Medeniyeti maddi, kültürü ise ahlaki değerlere tekabül eden olgular olarak gören Topçu, teknolojinin, bilimsel bir zaruretin sonucu olduğuna dikkat çeker ve teknolojiyi oluşturan bilim kültürel unsurlardan biri olduğu için, Medeniyeti de “kültürün doğurduğu bir olgu” olarak kabul eder.
***
Ben, burada kültür ve medeniyet kavramlarını daha fazla irdelemek isterdim. Lâkin, Konya Kültür ve Turizm Müdürlüğü’nde bir değişim görüldü. Kültüre ve kültürel değerlere önem veren ve kendisi istemediği halde Konya kültür ve turizmine 8-9 yıl hizmet veren Doç. Dr.

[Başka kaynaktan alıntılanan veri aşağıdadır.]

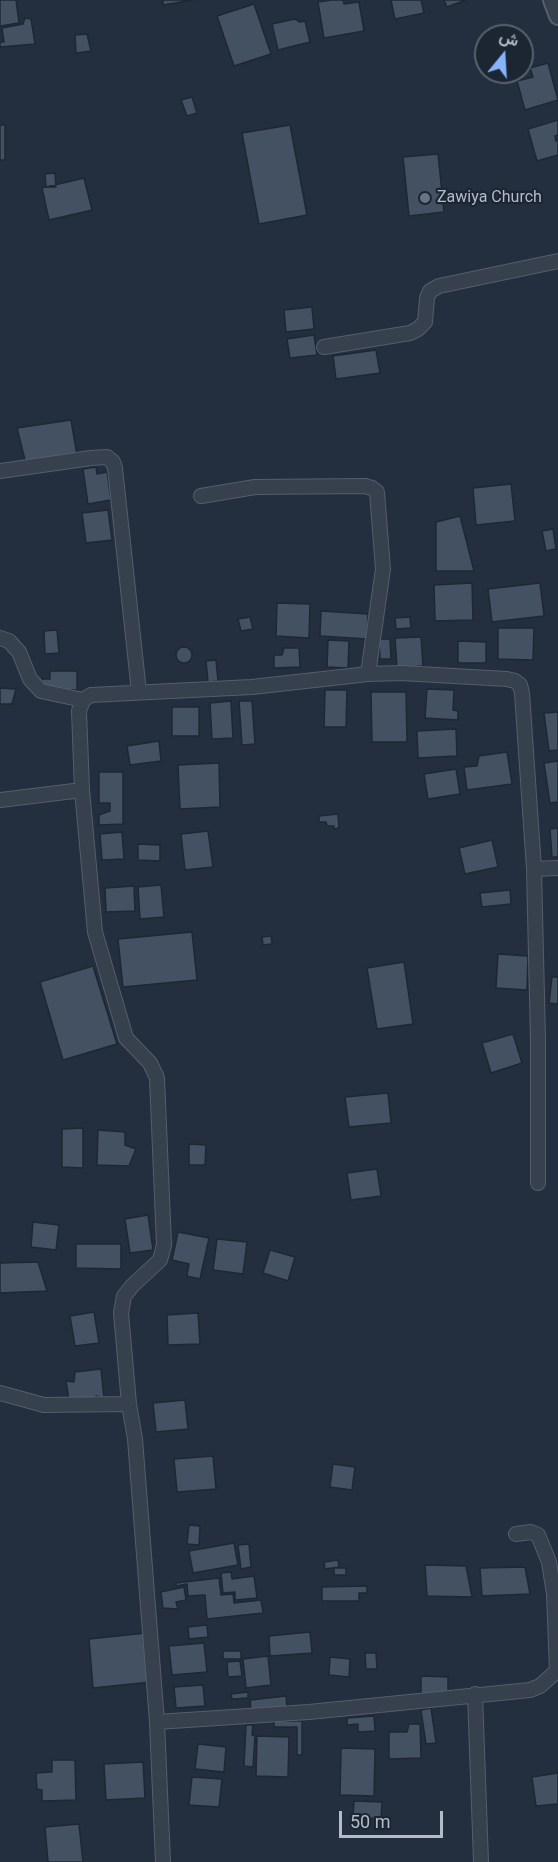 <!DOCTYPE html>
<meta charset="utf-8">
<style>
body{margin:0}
#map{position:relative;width:558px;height:1862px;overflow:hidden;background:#232f3e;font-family:Roboto,Vazirmatn,sans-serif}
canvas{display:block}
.north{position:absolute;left:474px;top:24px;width:60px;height:60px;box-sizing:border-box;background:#1c2633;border:2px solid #58626f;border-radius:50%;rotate:18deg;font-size:16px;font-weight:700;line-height:24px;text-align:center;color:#b3bbc9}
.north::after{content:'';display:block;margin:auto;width:21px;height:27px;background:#87b3fa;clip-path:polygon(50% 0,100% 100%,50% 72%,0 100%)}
.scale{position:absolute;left:339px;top:1811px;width:104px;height:27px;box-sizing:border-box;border:3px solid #b3bbc9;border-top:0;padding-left:8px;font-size:18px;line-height:21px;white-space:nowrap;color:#b3bbc9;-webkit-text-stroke:4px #1c2633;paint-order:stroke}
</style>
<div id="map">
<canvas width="558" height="1862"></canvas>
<div class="north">ش</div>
<div class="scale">50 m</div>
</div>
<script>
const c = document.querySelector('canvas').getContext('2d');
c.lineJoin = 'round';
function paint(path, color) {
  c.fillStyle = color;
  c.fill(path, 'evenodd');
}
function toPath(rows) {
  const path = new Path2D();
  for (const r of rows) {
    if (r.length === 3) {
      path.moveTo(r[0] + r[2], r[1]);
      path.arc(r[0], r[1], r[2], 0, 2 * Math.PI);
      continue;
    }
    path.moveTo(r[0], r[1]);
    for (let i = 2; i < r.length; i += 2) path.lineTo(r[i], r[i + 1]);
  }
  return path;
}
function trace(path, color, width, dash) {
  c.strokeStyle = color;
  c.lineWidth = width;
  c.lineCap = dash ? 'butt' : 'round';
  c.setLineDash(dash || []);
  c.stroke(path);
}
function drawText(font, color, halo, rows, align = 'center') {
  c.font = font + ' Roboto,sans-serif';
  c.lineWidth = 4.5;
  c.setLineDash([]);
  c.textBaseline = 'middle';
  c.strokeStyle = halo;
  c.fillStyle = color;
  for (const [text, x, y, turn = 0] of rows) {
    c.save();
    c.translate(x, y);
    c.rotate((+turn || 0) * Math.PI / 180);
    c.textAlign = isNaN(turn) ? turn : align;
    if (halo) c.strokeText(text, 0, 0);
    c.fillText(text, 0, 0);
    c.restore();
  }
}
const building = toPath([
 [0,0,16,0,19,23,0,26,0,0],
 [163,0,193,0,163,5,163,0],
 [332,0,343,0,344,4,359,2,364,31,324,38,318,2,332,0],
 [391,0,421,0,424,13,395,19,391,0],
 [444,0,466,0,447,7,444,0],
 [254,4,271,54,234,66,217,16,254,4],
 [25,18,31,19,35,44,0,47,0,42,4,42,2,28,23,24,25,18],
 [295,19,300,22,305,21,310,42,278,50,272,24,295,19],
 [87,34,91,51,76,53,75,35,87,34],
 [548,63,558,100,525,110,517,81,533,77,530,68,548,63],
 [192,97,197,113,187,116,181,100,192,97],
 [558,120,558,135,555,136,556,141,558,140,558,155,537,161,528,129,558,120],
 [0,125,5,125,5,160,0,160,0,125],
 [290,125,307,215,259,224,242,133,290,125],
 [438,154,444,212,409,216,403,157,438,154],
 [55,173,56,187,46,187,45,174,55,173],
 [84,178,92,210,49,220,42,188,84,178],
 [312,307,314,329,286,332,284,310,312,307],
 [314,335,317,355,290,358,287,339,314,335],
 [376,350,380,373,336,379,333,356,376,350],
 [71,420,77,455,26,464,17,428,71,420],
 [96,467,97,474,107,472,111,500,88,504,83,469,96,467],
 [511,484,515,521,476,525,473,488,511,484],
 [108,510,112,540,86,543,82,513,108,510],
 [460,516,474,571,436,571,436,522,460,516],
 [553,529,556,549,546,551,542,531,553,529],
 [472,583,473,620,435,621,434,585,472,583],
 [540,583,544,616,492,622,488,589,540,583],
 [277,603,310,604,309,638,276,636,277,603],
 [321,611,368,614,367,639,320,636,321,611],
 [250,617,253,629,241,631,238,619,250,617],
 [410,617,411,628,396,629,395,618,410,617],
 [498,628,534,628,533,660,498,659,498,628],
 [57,630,59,653,45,654,44,631,57,630],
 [421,637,423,666,397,668,395,638,421,637],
 [379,639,390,639,391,659,380,659,379,639],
 [328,640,349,641,348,668,327,667,328,640],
 [458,641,486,642,486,663,458,663,458,641],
 [184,655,8],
 [284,648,299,648,300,667,274,668,274,655,282,655,284,648],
 [216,660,218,681,208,682,206,661,216,660],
 [50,671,77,671,77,690,42,689,42,679,50,679,50,671],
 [0,688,16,689,12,704,0,704,0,688],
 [427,689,454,690,453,710,458,711,458,720,425,718,427,689],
 [325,690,347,690,346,727,324,727,325,690],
 [371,692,406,692,407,742,372,742,371,692],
 [231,701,233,738,212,739,210,703,231,701],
 [239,701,252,701,255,744,242,745,239,701],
 [172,707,199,707,199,736,172,736,172,707],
 [558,712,558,750,549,751,544,713,558,712],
 [456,729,457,756,418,758,417,731,456,729],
 [159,741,161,761,130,765,127,746,159,741],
 [507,752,512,784,467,790,464,767,477,766,479,756,507,752],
 [558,761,558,802,550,803,544,763,558,761],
 [219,763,220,807,180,809,178,765,219,763],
 [456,769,460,794,428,799,424,774,456,769],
 [99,772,123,772,123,824,99,825,99,815,110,811,110,803,99,803,99,772],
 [338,814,339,828,334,829,334,826,327,826,326,822,319,822,319,816,338,814],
 [558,828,558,857,552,857,550,829,558,828],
 [208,831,213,867,185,870,181,834,208,831],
 [122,832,124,859,102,860,100,834,122,832],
 [492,840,498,867,465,874,459,848,492,840],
 [138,844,160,845,160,861,138,860,138,844],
 [161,885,164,917,140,919,138,887,161,885],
 [134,886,135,911,106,912,105,888,134,886],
 [510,890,511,904,482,907,480,893,510,890],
 [192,932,197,980,123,987,118,939,192,932],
 [271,936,272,944,263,945,262,937,271,936],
 [498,954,528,956,527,990,496,988,498,954],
 [404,962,413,1024,377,1029,367,968,404,962],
 [93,966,117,1044,63,1060,40,982,93,966],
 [552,977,558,977,558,1004,549,1003,552,977],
 [513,1034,522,1063,491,1073,482,1043,513,1034],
 [388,1093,391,1123,349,1127,345,1097,388,1093],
 [83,1128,83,1168,62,1167,62,1129,83,1128],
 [98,1130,125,1132,125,1145,136,1149,129,1166,97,1165,98,1130],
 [189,1144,206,1145,205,1165,189,1165,189,1144],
 [377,1169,381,1196,351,1200,347,1173,377,1169],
 [148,1215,153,1250,130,1253,125,1219,148,1215],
 [33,1222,59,1225,56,1250,31,1247,33,1222],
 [178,1232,209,1238,200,1279,187,1276,189,1264,172,1260,178,1232],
 [217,1239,247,1242,243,1274,213,1270,217,1239],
 [76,1244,121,1244,121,1269,76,1268,76,1244],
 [270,1250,295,1257,288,1281,263,1273,270,1250],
 [38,1262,47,1291,0,1293,0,1263,38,1262],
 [94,1312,99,1343,75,1346,70,1316,94,1312],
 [198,1313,200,1344,168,1345,167,1315,198,1313],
 [101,1369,104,1398,96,1396,95,1400,69,1400,66,1381,74,1382,75,1372,101,1369],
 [185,1400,188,1429,156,1432,153,1403,185,1400],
 [213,1456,216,1489,177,1492,174,1459,213,1456],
 [333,1464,355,1467,352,1490,330,1487,333,1464],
 [189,1525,200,1526,199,1545,187,1544,189,1525],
 [234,1543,238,1565,193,1573,189,1551,234,1543],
 [249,1544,251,1567,241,1569,238,1545,249,1544],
 [338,1560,339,1567,325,1569,324,1562,338,1560],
 [425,1565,466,1566,472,1597,427,1596,425,1565],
 [525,1567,530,1594,482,1596,480,1568,525,1567],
 [334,1568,346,1568,346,1575,334,1575,334,1568],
 [231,1572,232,1579,254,1576,257,1598,235,1600,235,1592,223,1593,221,1573,231,1572],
 [219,1578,221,1595,233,1594,234,1603,261,1600,263,1613,207,1619,205,1595,188,1596,187,1584,176,1586,176,1583,219,1578],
 [367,1586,367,1593,359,1593,359,1601,322,1601,322,1587,367,1586],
 [184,1587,186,1600,176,1602,178,1609,163,1608,161,1592,184,1587],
 [207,1625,208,1637,189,1639,188,1627,207,1625],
 [310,1632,312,1653,270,1656,269,1636,310,1632],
 [146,1633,151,1682,93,1688,89,1639,146,1633],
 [204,1643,207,1672,172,1675,169,1646,204,1643],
 [223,1651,241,1651,241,1659,223,1659,223,1651],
 [365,1653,376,1653,377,1669,366,1669,365,1653],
 [268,1656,271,1685,246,1688,243,1659,268,1656],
 [330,1657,350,1659,349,1677,329,1675,330,1657],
 [240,1661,242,1676,228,1677,227,1662,240,1661],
 [421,1676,448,1677,448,1694,421,1694,421,1676],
 [203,1685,205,1706,176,1708,174,1687,203,1685],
 [248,1692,248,1698,232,1699,231,1694,248,1692],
 [286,1696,287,1707,251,1711,250,1700,286,1696],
 [431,1708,436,1743,426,1744,421,1710,431,1708],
 [374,1716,375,1731,358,1732,358,1724,347,1725,347,1718,374,1716],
 [274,1721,302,1721,302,1755,297,1755,297,1727,274,1727,274,1721],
 [409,1724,420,1724,421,1758,389,1759,389,1732,407,1732,409,1724],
 [246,1725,253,1725,252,1735,255,1736,253,1767,244,1766,246,1725],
 [257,1736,289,1737,288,1777,256,1776,257,1736],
 [198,1744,226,1747,224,1772,195,1769,198,1744],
 [341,1748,375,1749,374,1796,340,1795,341,1748],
 [52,1760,75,1760,76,1800,42,1801,42,1790,37,1789,36,1773,52,1772,52,1760],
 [143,1762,145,1798,106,1800,104,1764,143,1762],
 [558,1773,558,1804,536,1806,532,1777,558,1773],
 [192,1777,222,1779,219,1807,189,1805,192,1777],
 [354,1801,382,1802,381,1819,353,1817,354,1801],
 [79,1824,83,1862,48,1862,45,1827,79,1824]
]);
paint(building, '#445162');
trace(building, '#1e2835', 1.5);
const minor = toPath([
 [324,347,410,333,418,329,425,322,427,298,430,291,439,286,558,261],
 [0,471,91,458,107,457,113,462,115,468,139,692],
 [201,496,255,487,365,486,372,488,377,492,383,569,368,674],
 [0,638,9,641,19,652,30,679,41,691,83,700],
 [0,800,82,790],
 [534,869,558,868],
 [0,1393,44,1405,129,1404],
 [516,1534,531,1532,538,1535,549,1562,554,1594,557,1671],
 [475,1694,481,1862],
 [157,1722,309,1712,530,1690,540,1686,558,1670],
 [163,1862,157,1722,135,1439,129,1404,121,1313,124,1296,133,1285,160,1260,164,1245,157,1078,150,1063,126,1038,95,932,82,790,79,711,83,700,91,695,252,687,368,674,401,673,507,679,515,681,520,685,522,693,534,869,538,1040,538,1183]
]);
const tertiary = toPath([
 [552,0,558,16]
]);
trace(minor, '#555e6c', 16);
trace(tertiary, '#555e6c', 20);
trace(minor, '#37414e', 14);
trace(tertiary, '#37414e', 16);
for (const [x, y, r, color] of [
 [425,198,6,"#6b7280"]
]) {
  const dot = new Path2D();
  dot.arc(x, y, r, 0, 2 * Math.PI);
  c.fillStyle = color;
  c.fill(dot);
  trace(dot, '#1c2633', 2);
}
drawText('16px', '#b3bbc9', '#1c2633', [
 ["Zawiya Church",437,198]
], 'left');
</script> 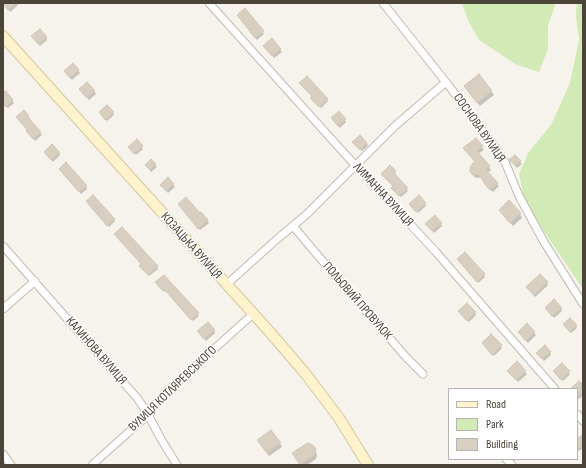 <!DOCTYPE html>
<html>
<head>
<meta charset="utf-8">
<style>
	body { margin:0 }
	#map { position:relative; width:586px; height:468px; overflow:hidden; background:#f6f3ec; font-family:"Sofia Sans Condensed",sans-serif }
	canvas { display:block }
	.frame { position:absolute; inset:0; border:4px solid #4b4439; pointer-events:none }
	.legend { position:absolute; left:448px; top:388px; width:130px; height:72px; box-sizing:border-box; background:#fff; border:1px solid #b7b4b0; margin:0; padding:5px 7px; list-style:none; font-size:12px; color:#4b4439 }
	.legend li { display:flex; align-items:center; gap:8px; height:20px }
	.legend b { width:20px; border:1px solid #b7b4b0 }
</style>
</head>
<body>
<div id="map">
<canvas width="586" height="468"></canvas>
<div class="frame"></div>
<ul class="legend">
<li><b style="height:5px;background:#fff3cd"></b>Road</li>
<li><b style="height:11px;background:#d2eab5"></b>Park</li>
<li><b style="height:11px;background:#d8cfc1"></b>Building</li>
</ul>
</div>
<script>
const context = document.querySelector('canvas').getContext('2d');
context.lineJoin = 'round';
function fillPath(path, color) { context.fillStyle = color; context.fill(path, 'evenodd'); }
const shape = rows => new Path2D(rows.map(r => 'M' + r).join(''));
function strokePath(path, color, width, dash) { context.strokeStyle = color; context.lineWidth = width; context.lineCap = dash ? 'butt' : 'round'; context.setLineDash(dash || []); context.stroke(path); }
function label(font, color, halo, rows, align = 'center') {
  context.font = font + ' "Sofia Sans Condensed",sans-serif'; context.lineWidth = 3; context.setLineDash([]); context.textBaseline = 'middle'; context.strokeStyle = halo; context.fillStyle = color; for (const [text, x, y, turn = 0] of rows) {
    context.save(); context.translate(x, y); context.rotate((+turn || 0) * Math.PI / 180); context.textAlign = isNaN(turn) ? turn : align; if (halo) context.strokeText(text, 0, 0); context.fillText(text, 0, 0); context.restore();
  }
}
const green = shape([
	[462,3,556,3,548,25,548,49,539,72,517,65,479,40,468,20],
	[577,3,583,3,583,289,532,214,523,194,519,174,528,153,551,125,570,83,579,39,576,17]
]);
const shadow = shape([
	[3,3,17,3,18,5,10,12],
	[245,10,264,34,257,40,238,16],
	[46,37,47,40,40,46,34,39],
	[266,48,280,49,282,52,274,58],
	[73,64,80,73,72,80,66,73],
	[479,75,494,95,480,106,467,90],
	[302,85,327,99,328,101,321,108,313,100,313,97],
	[3,89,14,103,8,108,3,103],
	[94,91,96,94,89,100,81,92],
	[113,113,114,115,107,121,101,115],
	[28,116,29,118,28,119,42,135,35,141,29,133],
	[332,119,345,120,346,122,340,128],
	[476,139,484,150,478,154,491,170,487,173,499,186,493,192,487,186,482,177,478,178,474,177,472,173,476,162],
	[367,143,368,146,362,151,355,144],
	[142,147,143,149,136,155,131,149],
	[59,153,60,155,53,162,46,154],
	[515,156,522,164,517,168,512,162],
	[151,160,157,167,151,172,147,167],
	[61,171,86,186,87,189,81,194],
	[395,172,396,174,395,175,408,191,401,197,394,190,393,187,382,174],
	[168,179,175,187,168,193,162,187],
	[425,203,426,206,418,213,411,206],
	[88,204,114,219,115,221,109,227],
	[500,210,520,214,522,218,513,226,502,214],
	[201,214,209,223,200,230,194,223],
	[441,223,442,226,434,233,428,226],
	[459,261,484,275,485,277,478,283],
	[157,266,158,269,149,276,142,268],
	[547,283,548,285,535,297,528,289],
	[158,285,187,301,199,316,193,321,166,291,164,292],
	[561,308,562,311,554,318,547,310],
	[475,313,476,315,469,322,461,314],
	[527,325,536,335,528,343,519,332],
	[576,326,577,328,571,333,565,327],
	[214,330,215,333,206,341,198,332],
	[491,335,502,348,494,356,483,343],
	[550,352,551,355,544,361,539,355],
	[562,365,570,374,563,381,556,374],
	[525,372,527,374,518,382,510,373],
	[583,387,583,395,579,399,577,397,577,389,571,389],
	[583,437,583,448,579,451,577,449,577,441],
	[280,443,282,447,269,456,261,444],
	[314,447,317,455,316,459,307,465,301,465,296,457]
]);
const building = shape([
	[3,3,16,3,8,10,3,4,3,3],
	[245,8,264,31,255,38,237,15,245,8],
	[40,29,47,37,38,44,31,36,40,29],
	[272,38,281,49,272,56,263,46,272,38],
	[73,63,79,70,70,78,64,71,73,63],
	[479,74,492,91,477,103,464,86,479,74],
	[307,76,328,99,319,107,310,98,312,96,299,83,307,76],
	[87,82,95,91,87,98,79,89,87,82],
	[6,91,13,100,6,107,3,104,3,94,6,91],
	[107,105,114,112,105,120,99,112,107,105],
	[24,110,29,116,28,117,41,132,33,139,26,131,27,130,16,117,24,110],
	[339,111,346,119,338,126,331,118,339,111],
	[360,135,367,143,360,150,352,142,360,135],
	[476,138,483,146,477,151,490,166,486,170,498,183,490,190,484,183,484,182,479,175,473,175,470,172,470,169,472,164,475,162,463,148,476,138],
	[137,139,143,146,134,154,128,147,137,139],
	[52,144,60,153,51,160,44,152,52,144],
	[515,155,521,161,516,166,509,160,515,155],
	[151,159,156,164,150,170,145,165,151,159],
	[66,162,87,186,79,192,59,169,66,162],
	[390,165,396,171,394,173,408,188,399,196,391,188,393,186,381,174,390,165],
	[168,177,174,184,166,191,160,185,168,177],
	[93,195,115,219,107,226,86,201,93,195],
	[419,195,426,203,416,212,409,204,419,195],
	[186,197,200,213,201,212,208,220,198,229,178,204,186,197],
	[509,200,521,213,510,223,499,210,509,200],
	[435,215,442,223,432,231,425,224,435,215],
	[122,227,158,266,148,275,139,266,141,264,114,234,122,227],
	[465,252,485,274,477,282,457,259,465,252],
	[540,274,548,282,534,295,526,287,540,274],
	[164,275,177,289,199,313,191,320,164,289,162,290,155,282,164,275],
	[554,299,562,308,552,316,545,308,554,299],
	[467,303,476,312,467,321,458,311,467,303],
	[570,318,577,325,570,332,563,324,570,318],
	[208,322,215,330,204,339,197,331,208,322],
	[527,323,535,332,526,341,518,332,527,323],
	[491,334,502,345,492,355,482,343,491,334],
	[545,345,551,352,542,359,536,353,545,345],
	[517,361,526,371,516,380,507,371,517,361],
	[562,363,570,371,561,380,553,371,562,363],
	[579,381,583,385,583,392,577,397,577,389,570,389,579,381],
	[271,430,281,443,267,453,257,440,271,430],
	[583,434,583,445,577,450,577,439,583,434],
	[309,443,311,444,314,446,316,450,315,452,314,455,300,465,292,453,306,444,309,443]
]);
const street = shape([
	[209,3,344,153,435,251,555,389],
	[383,3,449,86,496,148,505,162,519,196,544,242,583,304],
	[293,226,320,258,406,357,423,374],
	[3,246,138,399,147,413,161,439,177,465],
	[226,285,276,240,307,214,395,126,446,82],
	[3,309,35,281],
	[577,414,583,421],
	[3,454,11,465],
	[506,459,512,465],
	[92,465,141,421,165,393,253,314]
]);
const secondary = shape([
	[3,36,268,330,305,373,339,418,368,465]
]);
const streetNames = [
	["СОСНОВА ВУЛИЦЯ",479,128,55],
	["ЛИМАННА ВУЛИЦЯ",383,195,47],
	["КОЗАЦЬКА ВУЛИЦЯ",191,246,48],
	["ПОЛЬОВИЙ ПРОВУЛОК",357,301,49],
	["КАЛИНОВА ВУЛИЦЯ",96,351,49],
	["ВУЛИЦЯ КОТЛЯРЕВСЬКОГО",173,389,-44]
];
fillPath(green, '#d2eab5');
fillPath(shadow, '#0003');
fillPath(building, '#d8cfc1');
strokePath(building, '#d3c7b4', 1);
strokePath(street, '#c2bbae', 9);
strokePath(secondary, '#d6c79b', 12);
strokePath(street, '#fff', 7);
strokePath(secondary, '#fff3cd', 10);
label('13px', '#4b4439', '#fff', streetNames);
</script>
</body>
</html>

Mustafa Çıpan’ın boşalttığı makama; ikinci kez imam-hatip kökenli Abdüssettar Yarar’ın görevlendirilmesi, tartışmaları da beraberinde getiriyor.
AZİZİM DİYOR Kİ…
Bir yerde “iade-i itibar” olarak değerlendirilebilecek Konya Kültür ve Turizm Müdürlüğü koltuğuna ikinci kez oturan Abdüssettar Yarar’a, hayırlı olsun dileklerimle birlikte evrensel Konya kültürü ile medeniyetimize yapacağı hizmetlerde başarılar diliyorum.